• _Assignment_
Repeat the data verbatim, images excluded.

========================================================================

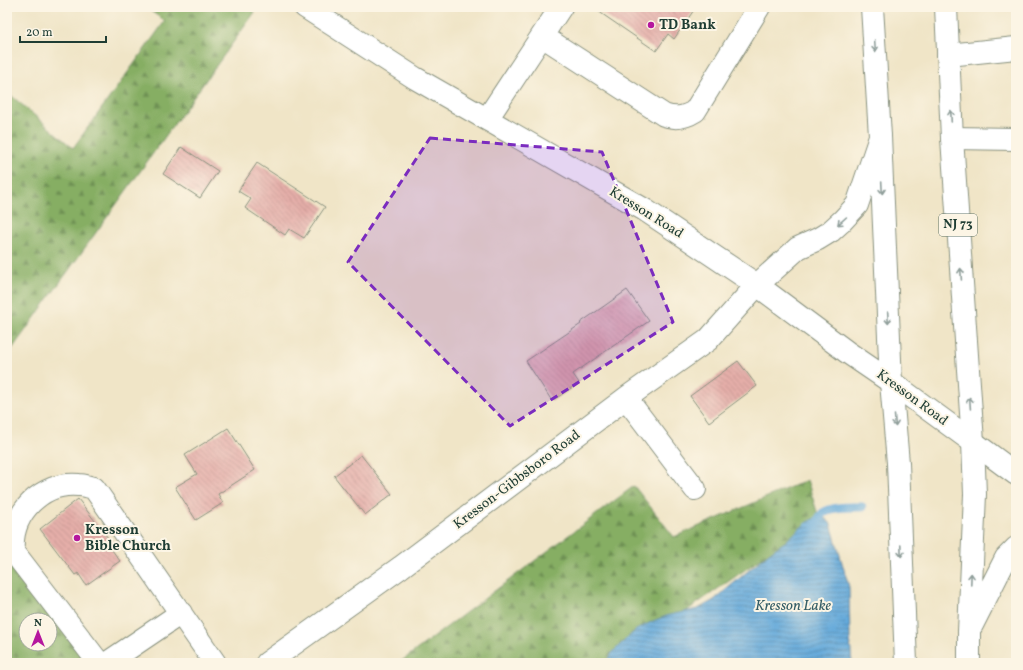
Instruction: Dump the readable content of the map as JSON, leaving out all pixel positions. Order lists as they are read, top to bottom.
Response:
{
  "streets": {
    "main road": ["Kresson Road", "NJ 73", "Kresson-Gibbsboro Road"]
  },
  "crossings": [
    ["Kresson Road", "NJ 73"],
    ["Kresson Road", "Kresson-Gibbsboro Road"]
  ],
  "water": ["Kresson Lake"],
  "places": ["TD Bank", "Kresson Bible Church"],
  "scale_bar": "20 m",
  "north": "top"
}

========================================================================

• _Result of the task_
Instruction: Dump the readable content of the map as JSON, leaving out all pixel positions. Order lists as they are read, top to bottom.
Response:
{
  "streets": {
    "main road": ["Kresson Road", "NJ 73", "Kresson-Gibbsboro Road"]
  },
  "crossings": [
    ["Kresson Road", "NJ 73"],
    ["Kresson Road", "Kresson-Gibbsboro Road"]
  ],
  "water": ["Kresson Lake"],
  "places": ["TD Bank", "Kresson Bible Church"],
  "scale_bar": "20 m",
  "north": "top"
}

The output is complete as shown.